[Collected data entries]
* * * * *

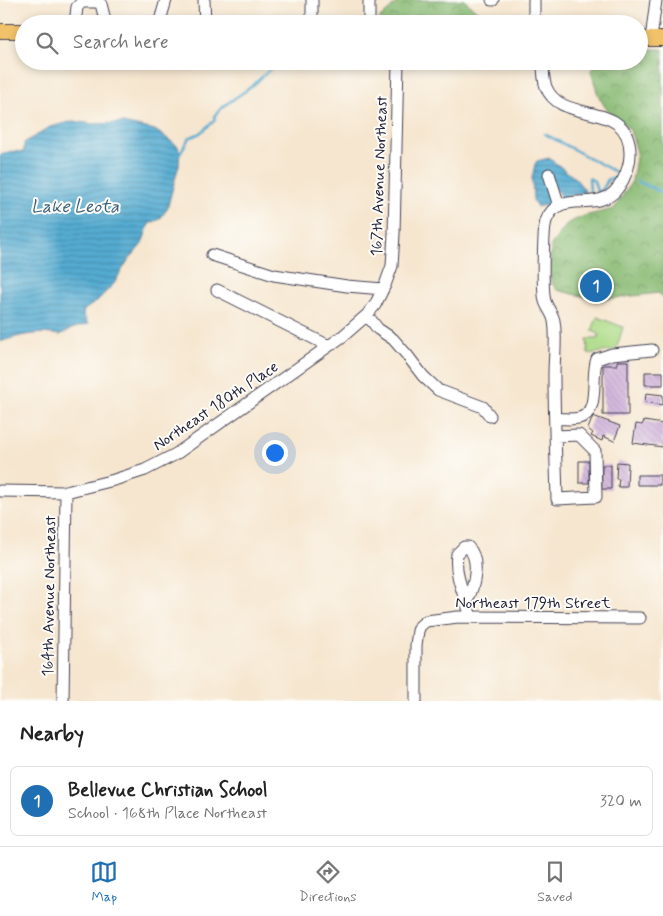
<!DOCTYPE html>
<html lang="en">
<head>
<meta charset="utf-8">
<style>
  body { margin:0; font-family:Mynerve,sans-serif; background:#f2f2f2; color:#222 }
  .you { position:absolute; left:274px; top:452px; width:18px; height:18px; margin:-12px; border:4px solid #fff; border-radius:50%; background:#1a73e8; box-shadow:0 0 0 8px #1a73e833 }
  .badge { display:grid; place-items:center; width:32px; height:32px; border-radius:50%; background:#1f6fb2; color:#fff; font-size:16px; font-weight:700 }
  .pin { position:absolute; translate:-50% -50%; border:2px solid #fff; box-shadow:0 1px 5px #0006 }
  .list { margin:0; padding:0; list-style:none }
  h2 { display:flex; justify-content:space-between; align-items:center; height:65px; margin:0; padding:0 20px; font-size:21px }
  h2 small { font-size:16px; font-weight:400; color:#767676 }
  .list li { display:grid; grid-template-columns:32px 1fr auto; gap:15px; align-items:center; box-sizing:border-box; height:70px; margin:0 10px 10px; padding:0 10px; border:1px solid #e0e0e0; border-radius:8px }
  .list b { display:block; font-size:19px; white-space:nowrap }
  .list p { margin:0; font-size:16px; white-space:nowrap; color:#767676 }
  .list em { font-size:16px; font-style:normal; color:#767676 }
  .icon { flex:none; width:28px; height:28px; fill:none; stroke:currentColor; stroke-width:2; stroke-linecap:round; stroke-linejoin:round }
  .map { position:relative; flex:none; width:663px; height:701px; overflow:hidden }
  .search { position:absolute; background:#fff; box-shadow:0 2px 8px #0003; left:15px; right:15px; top:15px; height:55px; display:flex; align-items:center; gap:12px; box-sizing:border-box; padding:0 18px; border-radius:28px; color:#767676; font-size:19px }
  .sheet { height:145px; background:#fff }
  nav { display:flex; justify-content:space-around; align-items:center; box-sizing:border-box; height:70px; border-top:1px solid #e0e0e0; background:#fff; font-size:14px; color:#767676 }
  nav a { display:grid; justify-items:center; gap:2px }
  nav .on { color:#1f6fb2 }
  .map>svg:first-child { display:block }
  .green { fill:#addb88; stroke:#687e62 }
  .forest { fill:url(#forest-crowns); stroke:#566e58 }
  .water { fill:url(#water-rules); stroke:#3b6686 }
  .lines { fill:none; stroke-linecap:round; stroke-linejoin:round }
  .stream { stroke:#54abd1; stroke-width:2.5 }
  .building { fill:url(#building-back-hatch) }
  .minor-casing { stroke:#423f51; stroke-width:13 }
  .major-casing { stroke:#423f51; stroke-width:16 }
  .minor { stroke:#fff; stroke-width:11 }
  .major { stroke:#f2c26a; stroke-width:14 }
  .labels { text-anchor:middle; stroke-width:4; stroke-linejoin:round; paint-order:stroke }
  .street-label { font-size:16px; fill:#22223b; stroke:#fdfcf7 }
  .water-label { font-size:18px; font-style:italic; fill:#38607e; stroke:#fdfcf7 }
</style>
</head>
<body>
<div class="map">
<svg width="663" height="701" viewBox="0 0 663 701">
  <defs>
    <pattern id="forest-crowns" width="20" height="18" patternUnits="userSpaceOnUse" patternTransform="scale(1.25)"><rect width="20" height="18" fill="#8abb74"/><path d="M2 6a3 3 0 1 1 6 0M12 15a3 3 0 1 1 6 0" fill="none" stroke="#709860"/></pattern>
    <pattern id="water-rules" width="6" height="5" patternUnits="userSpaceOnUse" patternTransform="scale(1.25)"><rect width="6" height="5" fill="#54abd1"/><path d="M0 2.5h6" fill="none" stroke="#458bab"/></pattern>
    <pattern id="building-back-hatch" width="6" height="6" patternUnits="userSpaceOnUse" patternTransform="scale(1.25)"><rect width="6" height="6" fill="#ceafda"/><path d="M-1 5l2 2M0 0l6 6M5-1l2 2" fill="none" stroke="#b196bc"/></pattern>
  </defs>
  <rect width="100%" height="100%" fill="#fdfcf7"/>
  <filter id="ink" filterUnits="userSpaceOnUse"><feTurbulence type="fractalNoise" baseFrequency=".02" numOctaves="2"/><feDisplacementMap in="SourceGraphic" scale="10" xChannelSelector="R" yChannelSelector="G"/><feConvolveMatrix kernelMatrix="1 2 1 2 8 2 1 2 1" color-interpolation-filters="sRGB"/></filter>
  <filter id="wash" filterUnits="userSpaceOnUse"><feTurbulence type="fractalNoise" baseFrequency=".0096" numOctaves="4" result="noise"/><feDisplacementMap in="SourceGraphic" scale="20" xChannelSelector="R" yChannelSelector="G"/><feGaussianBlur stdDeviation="1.12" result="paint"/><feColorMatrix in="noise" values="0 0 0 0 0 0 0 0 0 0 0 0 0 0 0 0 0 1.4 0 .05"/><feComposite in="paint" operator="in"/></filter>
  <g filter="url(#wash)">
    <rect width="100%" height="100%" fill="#f6e6cf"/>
    <path class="green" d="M597,317L623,327L616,350L588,354L587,339H598L599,334L592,331Z"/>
    <path class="forest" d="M400,0H464L485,18L496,24H384L379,19Z
      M639,49H663V298L659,293L598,300L557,290L550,281L551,245L568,223L584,216L614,209L632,181L637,152L630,130L605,107L598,95L591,71L595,61H639Z"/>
    <path class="water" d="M74,121L92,124L123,123L155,130L178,146L180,153L179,165L167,209L160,219L149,224L142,244L127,262L113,285L96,302L84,310L83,315L88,324L71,329L60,335C40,331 19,335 0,342V156C8,150 14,151 24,152V143L27,141L50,127Z
      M549,158L575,178L585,190L583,193L562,197L545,175L550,204L537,207L533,200L532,178L535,164L537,161Z"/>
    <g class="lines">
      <path class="stream" d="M545,134L621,175L617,178L608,179C605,184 604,192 597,192L594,181L589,178L590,191
        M180,153L189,138L200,133L215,120L214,116L225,105L251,87L279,61
        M637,181L663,193"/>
    </g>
    <g id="blocks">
      <path class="building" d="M617,361H628V415H603V365H617Z
        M645,372H663V385H645Z
        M646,393L663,395V405L645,402Z
        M593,416L620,426L614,441L603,436L602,441L591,436L593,433L588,429Z
        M644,421L663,424V447L633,443L636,424L642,425Z
        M579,461H589V483H579Z
        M617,462L628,463L627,487H618L619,479H616Z
        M602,465H611V489H602Z
        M637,475H660V485H637Z"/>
    </g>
  </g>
  <g filter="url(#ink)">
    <use href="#blocks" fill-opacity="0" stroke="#423f51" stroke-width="1"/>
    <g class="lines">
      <defs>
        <path id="minor" d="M204,0L205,24
          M492,0H493
          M534,0V24
          M75,24L77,7L82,2H97L101,4L106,24
          M159,24L166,0
          M312,24V0
          M369,24V0
          M651,39L656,0
          M543,61C543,70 543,79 546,87C561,126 631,98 630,154C630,163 627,172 623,180C619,187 614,195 605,198C585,207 556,193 546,221C543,231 542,290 545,301C547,308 553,314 554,321C557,337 554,358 554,374C554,416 556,457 557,499L596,497L595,451L579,435L555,436
          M549,174L559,206
          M212,255L274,275L347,286L383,289
          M217,290L329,346
          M367,315L378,329L393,339L407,355L423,376L438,390L483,407L490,416
          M555,419C562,418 571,420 579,418C601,413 590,375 597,359L612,354L652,350
          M0,491L66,492L114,480L145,470L176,454L343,336L367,315L375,305L385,285L392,266L394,234L398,61
          M467,601C474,587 481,560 468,547H464L457,554C454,576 465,596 471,617
          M63,701L66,492
          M416,701V645L418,631L420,626L426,621L458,617L640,618"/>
        <path id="major" d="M0,31H24
          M639,39H663"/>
      </defs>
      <use href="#minor" class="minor-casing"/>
      <use href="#major" class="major-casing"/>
      <use href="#minor" class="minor"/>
      <use href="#major" class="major"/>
    </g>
  </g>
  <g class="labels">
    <g class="street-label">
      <text transform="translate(378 176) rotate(-88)" y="6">167th Avenue Northeast</text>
      <text transform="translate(215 405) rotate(-34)" y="6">Northeast 180th Place</text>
      <text transform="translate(48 596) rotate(-89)" y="6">164th Avenue Northeast</text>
      <text x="533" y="608">Northeast 179th Street</text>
    </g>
    <g class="water-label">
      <text x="75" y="212">Lake Leota</text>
    </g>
  </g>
</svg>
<div class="you"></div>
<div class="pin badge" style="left:596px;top:286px">1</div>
<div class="search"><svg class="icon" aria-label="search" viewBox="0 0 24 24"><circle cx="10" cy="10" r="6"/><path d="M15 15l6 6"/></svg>Search here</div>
</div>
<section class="sheet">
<h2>Nearby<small></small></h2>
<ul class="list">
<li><span class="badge">1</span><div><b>Bellevue Christian School</b><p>School · 168th Place Northeast</p></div><em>320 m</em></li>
</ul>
</section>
<nav>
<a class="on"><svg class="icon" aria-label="map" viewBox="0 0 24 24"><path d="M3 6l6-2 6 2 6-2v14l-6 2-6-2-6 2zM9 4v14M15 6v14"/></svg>Map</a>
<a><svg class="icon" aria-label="directions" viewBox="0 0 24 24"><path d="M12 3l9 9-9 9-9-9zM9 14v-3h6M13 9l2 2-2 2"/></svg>Directions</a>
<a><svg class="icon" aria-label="saved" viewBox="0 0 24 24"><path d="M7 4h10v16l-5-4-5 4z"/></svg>Saved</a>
</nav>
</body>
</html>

* * * * *

Show every line above in which the word "numOctaves" appears.

▶ [RESULT OF THE TASK]
  <filter id="ink" filterUnits="userSpaceOnUse"><feTurbulence type="fractalNoise" baseFrequency=".02" numOctaves="2"/><feDisplacementMap in="SourceGraphic" scale="10" xChannelSelector="R" yChannelSelector="G"/><feConvolveMatrix kernelMatrix="1 2 1 2 8 2 1 2 1" color-interpolation-filters="sRGB"/></filter>
  <filter id="wash" filterUnits="userSpaceOnUse"><feTurbulence type="fractalNoise" baseFrequency=".0096" numOctaves="4" result="noise"/><feDisplacementMap in="SourceGraphic" scale="20" xChannelSelector="R" yChannelSelector="G"/><feGaussianBlur stdDeviation="1.12" result="paint"/><feColorMatrix in="noise" values="0 0 0 0 0 0 0 0 0 0 0 0 0 0 0 0 0 1.4 0 .05"/><feComposite in="paint" operator="in"/></filter>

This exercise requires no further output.